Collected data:
* * * *

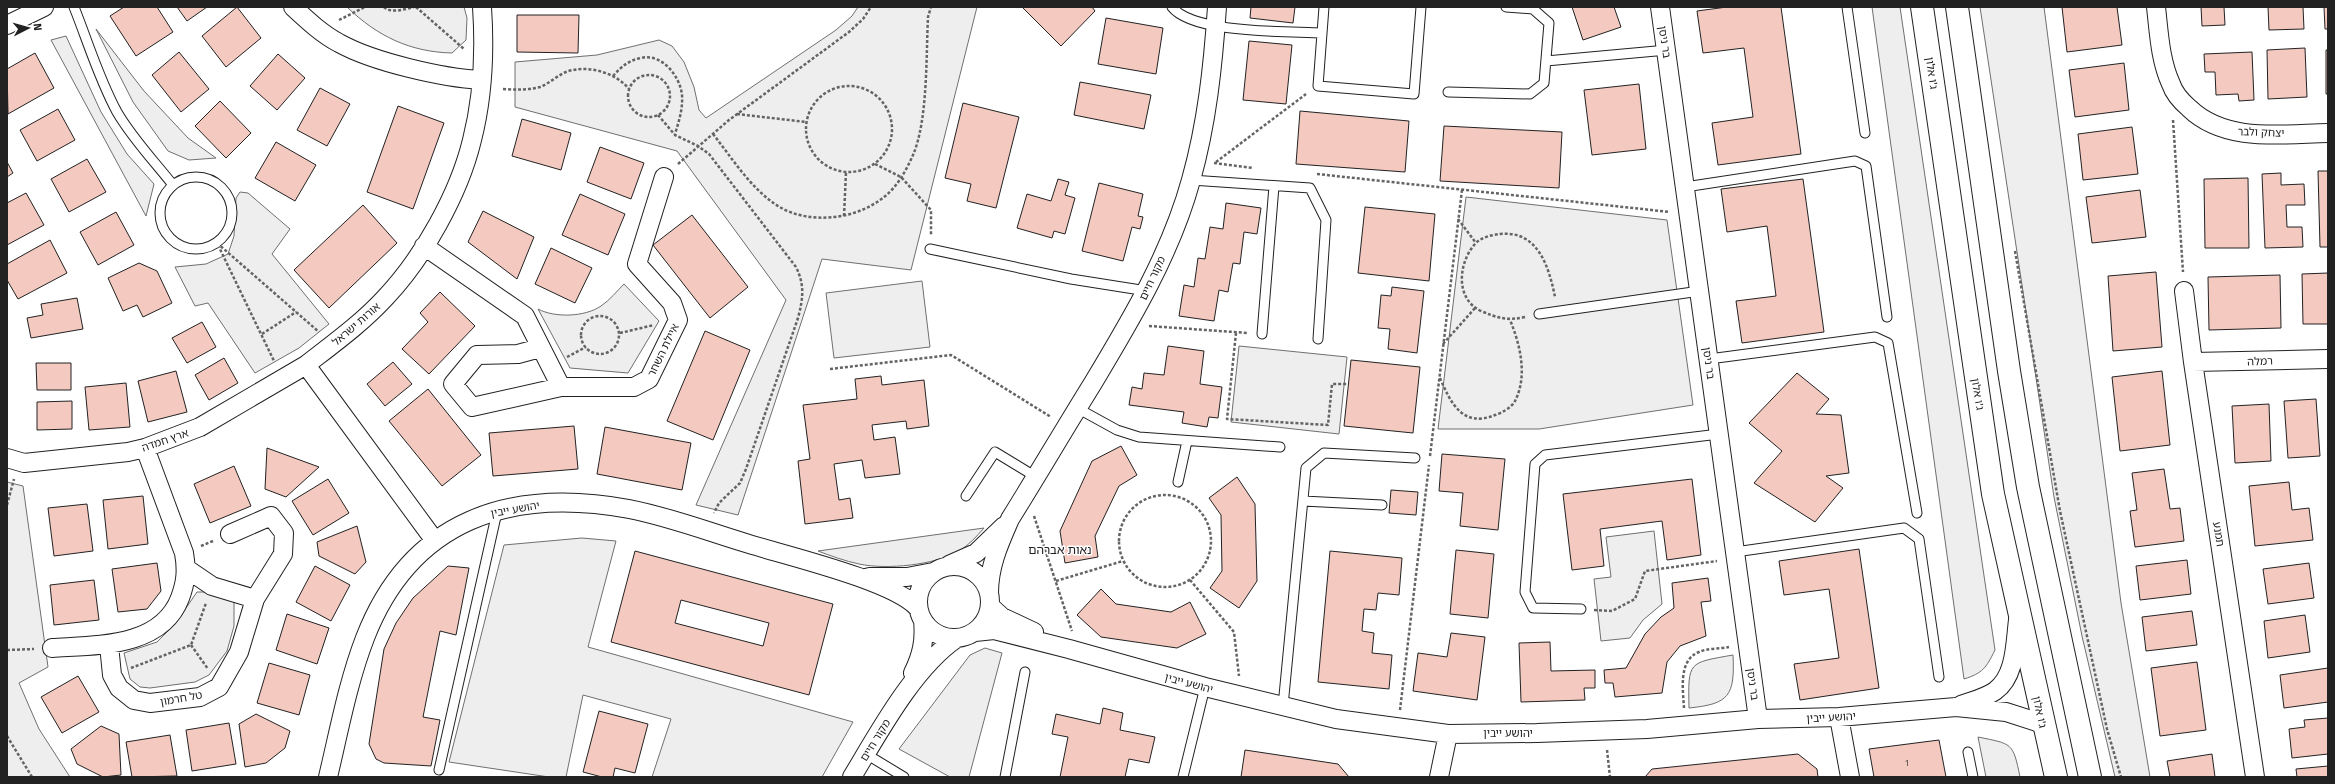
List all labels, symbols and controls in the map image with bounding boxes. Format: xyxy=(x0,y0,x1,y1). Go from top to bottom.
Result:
north arrow xyxy=(8,8,48,48)
text: N xyxy=(31,23,44,31)
street label: בר ניסן xyxy=(1656,25,1673,59)
street label: ג'ו אלון xyxy=(1923,56,1940,90)
street label: יצחק ולבר xyxy=(2237,125,2285,140)
street label: מקור חיים xyxy=(1137,254,1168,302)
street label: אורות ישראל xyxy=(330,300,383,349)
street label: איילת השחר xyxy=(645,322,682,379)
street label: בר ניסן xyxy=(1700,346,1717,380)
street label: רמלה xyxy=(2247,355,2273,368)
street label: ג'ו אלון xyxy=(1969,377,1986,411)
street label: ארץ חמדה xyxy=(140,426,190,455)
street label: יהושע ייבין xyxy=(490,499,541,520)
street label: תמנע xyxy=(2210,521,2227,548)
district label: נאות אברהם xyxy=(1028,543,1092,557)
street label: בר ניסן xyxy=(1744,667,1761,701)
street label: יהושע ייבין xyxy=(1163,671,1215,696)
street label: טל חרמון xyxy=(159,688,203,709)
street label: ג'ו אלון xyxy=(2030,695,2049,729)
street label: יהושע ייבין xyxy=(1806,710,1856,725)
street label: מקור חיים xyxy=(857,717,893,764)
street label: יהושע ייבין xyxy=(1483,727,1533,740)
house number: 1 xyxy=(1905,758,1909,768)

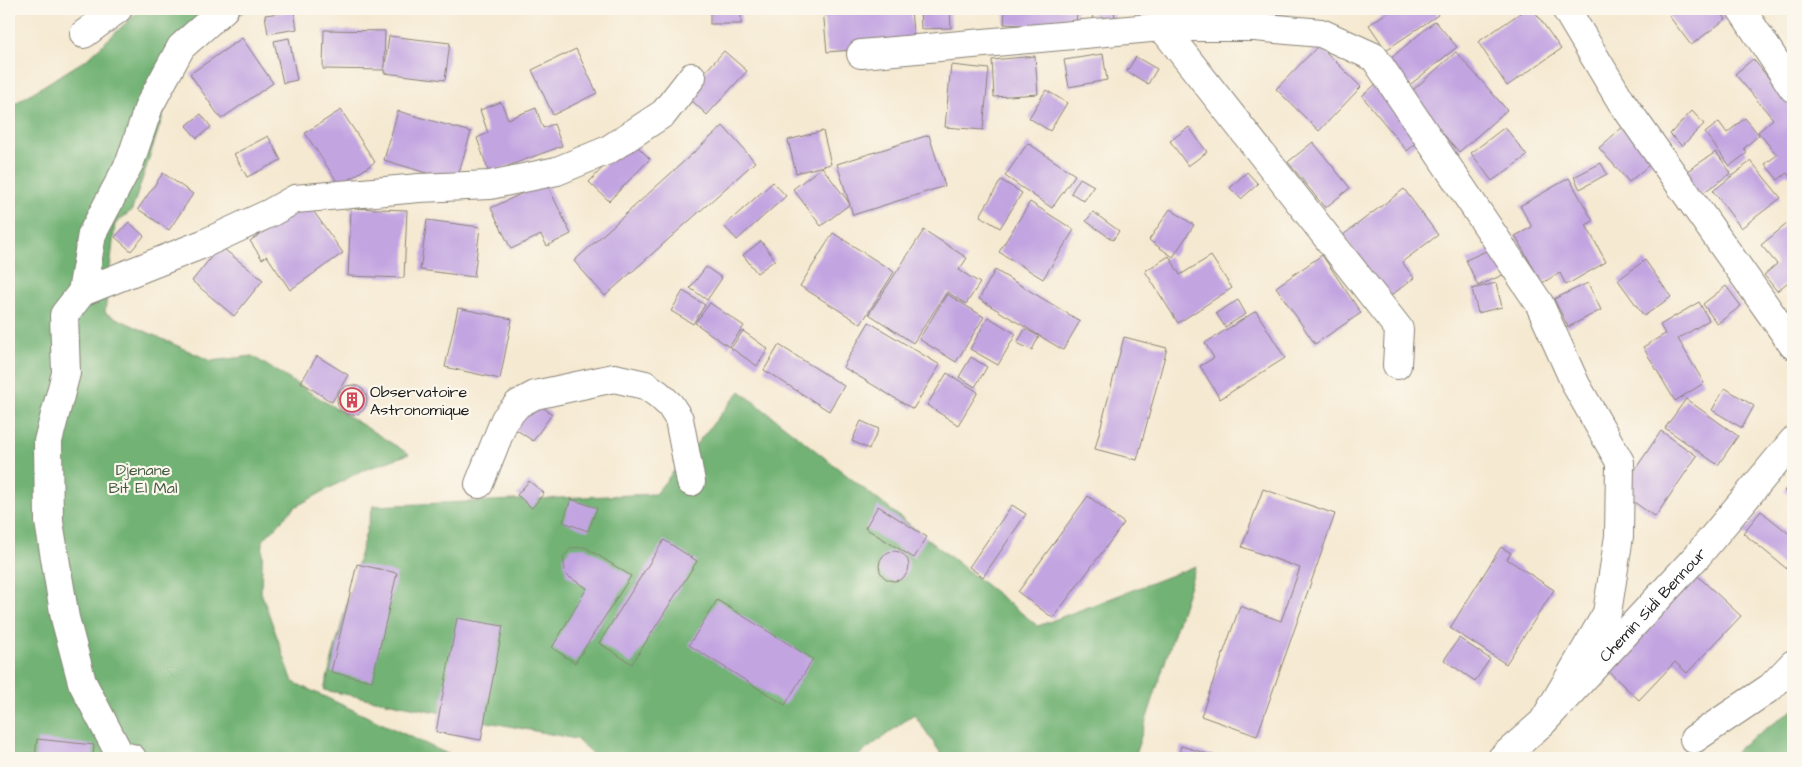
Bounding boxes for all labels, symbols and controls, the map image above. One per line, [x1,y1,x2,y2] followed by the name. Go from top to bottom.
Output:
[370,381,470,421] place label: Observatoire Astronomique
[339,387,365,413] building icon: Observatoire Astronomique
[109,459,177,499] park label: Djenane Bit El Mal
[1594,543,1712,667] street label: Chemin Sidi Bennour

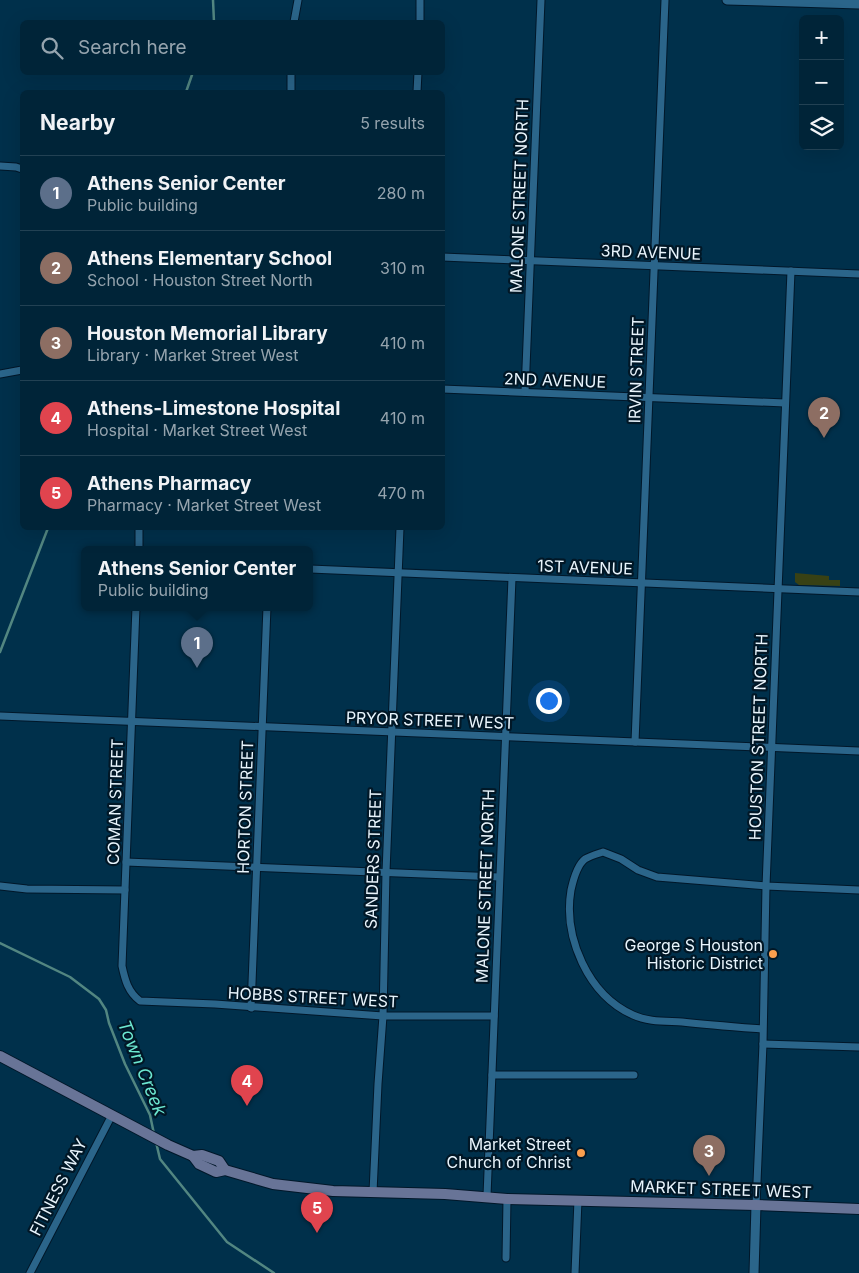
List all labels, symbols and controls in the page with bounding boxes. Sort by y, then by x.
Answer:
map controls [799,15,844,150]
button: + [799,15,844,60]
search box [20,20,445,75]
icon: search [38,34,66,62]
text: Search here [78,36,187,59]
button: − [799,60,844,105]
street label: MALONE STREET NORTH [506,99,532,293]
button: layers [799,105,844,150]
text: Nearby [40,110,115,135]
text: 5 results [360,113,425,133]
text: Athens Senior Center [87,172,285,195]
text: 1 [53,183,59,203]
text: 280 m [377,183,425,203]
text: Public building [87,195,198,215]
street label: 3RD AVENUE [600,240,702,264]
text: Athens Elementary School [87,247,332,270]
text: 2 [51,258,61,278]
text: 310 m [380,258,425,278]
text: School · Houston Street North [87,270,313,290]
street label: IRVIN STREET [624,316,648,424]
text: Houston Memorial Library [87,322,328,345]
text: 3 [51,333,61,353]
text: 410 m [380,333,425,353]
text: Library · Market Street West [87,345,298,365]
street label: 2ND AVENUE [504,368,606,392]
text: Athens-Limestone Hospital [87,397,340,420]
pin: 2 [808,397,840,438]
text: 4 [51,408,61,428]
text: 410 m [380,408,425,428]
text: Hospital · Market Street West [87,420,307,440]
text: Athens Pharmacy [87,472,251,495]
text: 5 [51,483,61,503]
text: 470 m [377,483,425,503]
text: Pharmacy · Market Street West [87,495,321,515]
popup [81,546,313,611]
street label: 1ST AVENUE [537,555,633,579]
text: Athens Senior Center [98,557,296,580]
text: Public building [98,580,209,600]
pin: 1 [181,627,213,668]
street label: HOUSTON STREET NORTH [744,633,772,841]
your location [536,688,562,714]
street label: PRYOR STREET WEST [345,707,515,733]
street label: COMAN STREET [103,738,127,866]
street label: HORTON STREET [233,740,257,874]
street label: SANDERS STREET [361,789,385,929]
street label: MALONE STREET NORTH [472,789,498,983]
place label: George S Houston Historic District [624,935,763,973]
marker: George S Houston Historic District [767,948,779,960]
street label: HOBBS STREET WEST [227,983,399,1011]
water label: Town Creek [114,1017,172,1120]
pin: 4 [231,1065,263,1106]
place label: Market Street Church of Christ [447,1134,571,1172]
street label: FITNESS WAY [25,1135,91,1239]
pin: 3 [693,1135,725,1176]
marker: Market Street Church of Christ [575,1147,587,1159]
street label: MARKET STREET WEST [630,1176,812,1202]
pin: 5 [301,1192,333,1233]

* * * *

Report every line of the records that contains the word "ייבין".

street label: יהושע ייבין xyxy=(490,499,541,520)
street label: יהושע ייבין xyxy=(1163,671,1215,696)
street label: יהושע ייבין xyxy=(1806,710,1856,725)
street label: יהושע ייבין xyxy=(1483,727,1533,740)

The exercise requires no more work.